Resort 2018 trends you’ll be itching to try

Resort season is one of the most overlooked seasons in the fashion world. While fashion lovers around the world pine for spring, pre-fall, and fall collections, resort seems to fall behind in the eyes of the fashion community year in and year out. Luckily, this season, it seems that designers around the globe were bitten by a creative bug and produced some of the most successful and innovative resort collections to date. And the best thing about fresh and innovative design is that it pushes new trends forward, giving fashion aficionados around the world new inspiration that breathes life into their cold weather wardrobes.

The Printed Knee-High

Photo: Vogue Runway – Prada, Thom Browne, Gucci

Now, to some (I’m talking to you private and Catholic school girls), knee-high socks are the bane of humanity. They’re fussy, tend to always fall or roll down. and generally come in either black, navy, grey, or whatever ridiculous hue of maroon or mustard your school colours were. But don’t dismiss this posh staple just yet. This season’s knee-high stocking was more than just an accessory. Unlike their academic sisters, the knee-highs at high fashion houses Prada, Thom Browne, and Gucci came in printed patterns and interesting hues. Marrying the traditional sock with blogger-it-girl street style, they transformed the good old scholastic knee-high sock into one of the most in-demand accessories of the season.

Shades of (Navy) Blue

Photos: Vogue Runway – Pringle of Scotland, Delpozo, Versace

Resort and cruise collections are created with the sole purpose of giving high-fashion clientele luxurious options for their jet-set vacations. Instead of throwing on a gauzy sarong, resort collections offer up the option of opting for luxe ensembles made especially for the warm summer months, the yacht, or the country estate. And it seems as if the designers visited the same luxurious and exotic locations as their clients when they designed their collections. No colour seems to have popped up during resort season more than deep ocean blue and nowhere else was it used better than at Pringle of ScotlandDelpozo, and Versace. Rich and luxurious shades of indigo and navy dominated the design landscape, creating daydreams of the deep blue oceans that surround the world’s most heavenly rivieras.

Mix and Match Rock & Roll

Photos: Mugler, I’M Isola Marras, Acne Studio

Back in the days before rock music began influencing fashion, one could be called out or even ousted from social circles if they chose to sport a particular rock clique attire for the sake of style. It was a rock & roll travesty to merely wear a studded leather jacket for the sake of looking punk or a Slayer t-shirt because you wanted to look like a metalhead. Fast forward a few decades and the walls of music (and fashion) have come down. It’s no longer a sin to want to mix and match styles from the various eras and genres of rock music around the world. Designers took that notion into full account this season. At MuglerI’M Isola Marras, and Acne Studio, rock saw its various style meshed with one another to create a perfect cacophony of textures, layers, and colours. Punk mesh was mixed with grungy florals, while oversized blazers were paired with pop rock hoodies and eyeliner, and goth trenches were paired with clean Bowie-esque slacks, giving a new look to the traditional rock ensemble.

Green With Envy

Photos: Vogue Runway – Vivetta, Philosophy di Lorenzo Serafini, Vionnet

Emerald, pea green, evergreen, mint, lime, avocado: It doesn’t matter what your favourite colour of green is because you don’t have to choose this season. From the look of it, green seems to be the next big trend in colour right after navy blue.

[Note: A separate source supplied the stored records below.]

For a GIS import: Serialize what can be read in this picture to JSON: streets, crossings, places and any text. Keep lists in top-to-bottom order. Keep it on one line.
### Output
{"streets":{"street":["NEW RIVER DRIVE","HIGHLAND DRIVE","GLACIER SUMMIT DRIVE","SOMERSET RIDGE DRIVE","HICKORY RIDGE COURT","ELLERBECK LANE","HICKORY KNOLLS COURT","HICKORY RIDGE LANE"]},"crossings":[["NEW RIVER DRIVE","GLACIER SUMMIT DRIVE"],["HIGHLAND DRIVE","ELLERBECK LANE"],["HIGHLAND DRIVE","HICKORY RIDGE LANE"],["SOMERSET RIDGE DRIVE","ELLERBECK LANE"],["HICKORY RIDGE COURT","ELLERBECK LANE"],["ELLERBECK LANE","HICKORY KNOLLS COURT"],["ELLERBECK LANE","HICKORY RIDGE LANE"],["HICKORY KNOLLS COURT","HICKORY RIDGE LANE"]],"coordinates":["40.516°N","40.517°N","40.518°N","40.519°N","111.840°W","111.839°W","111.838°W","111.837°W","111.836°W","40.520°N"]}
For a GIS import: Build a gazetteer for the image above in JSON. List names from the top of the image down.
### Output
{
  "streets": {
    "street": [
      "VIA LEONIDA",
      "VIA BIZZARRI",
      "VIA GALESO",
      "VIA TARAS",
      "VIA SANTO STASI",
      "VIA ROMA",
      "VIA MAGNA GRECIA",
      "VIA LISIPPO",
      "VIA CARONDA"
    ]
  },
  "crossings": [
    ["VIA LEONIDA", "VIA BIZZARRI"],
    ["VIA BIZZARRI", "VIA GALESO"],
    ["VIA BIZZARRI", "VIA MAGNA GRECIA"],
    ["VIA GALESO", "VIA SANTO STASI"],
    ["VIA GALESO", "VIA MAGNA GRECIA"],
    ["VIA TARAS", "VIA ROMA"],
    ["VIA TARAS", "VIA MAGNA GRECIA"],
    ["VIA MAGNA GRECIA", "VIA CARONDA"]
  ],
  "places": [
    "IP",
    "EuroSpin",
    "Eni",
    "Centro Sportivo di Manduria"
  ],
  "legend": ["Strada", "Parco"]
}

At VivettaPhilosophy di Lorenzo Serafini, and Vionnet, green played a vital role and added a fresh and crisp summer look to many of the garments in the collections. Taking the designers’ resort wear from regular vacation attire to bright and exotic à la Jennifer Lopez at the Grammy’s in Versace. And what woman wouldn’t want to have her own JLo moment?

Rock & Roll Florals

Photos: Vogue Runway – Badgley Mischka, Preen by Thorton Bergazzi, MSGM

Resort 2018 seemed to be the season of turning tradition on its head. At Badgley MischkaPreen by Thorton Bergazzi, and MSGM, florals were placed front and centre. But these weren’t your average florals. This season’s floral called for something a little out of the box. Instead of having the same old soft and summery pastel florals, the designers opted for prints that brought a little edge into the mix. Dark background colours added to the pops of crimson, teal, and gold that wound around one another to create florals that were a little more ’80s glam rock than garden party pristine. Making these prints the perfect mould breaker for a fashion lover who wants to go somewhere a little darker and a little harder with their pretty petaled prints.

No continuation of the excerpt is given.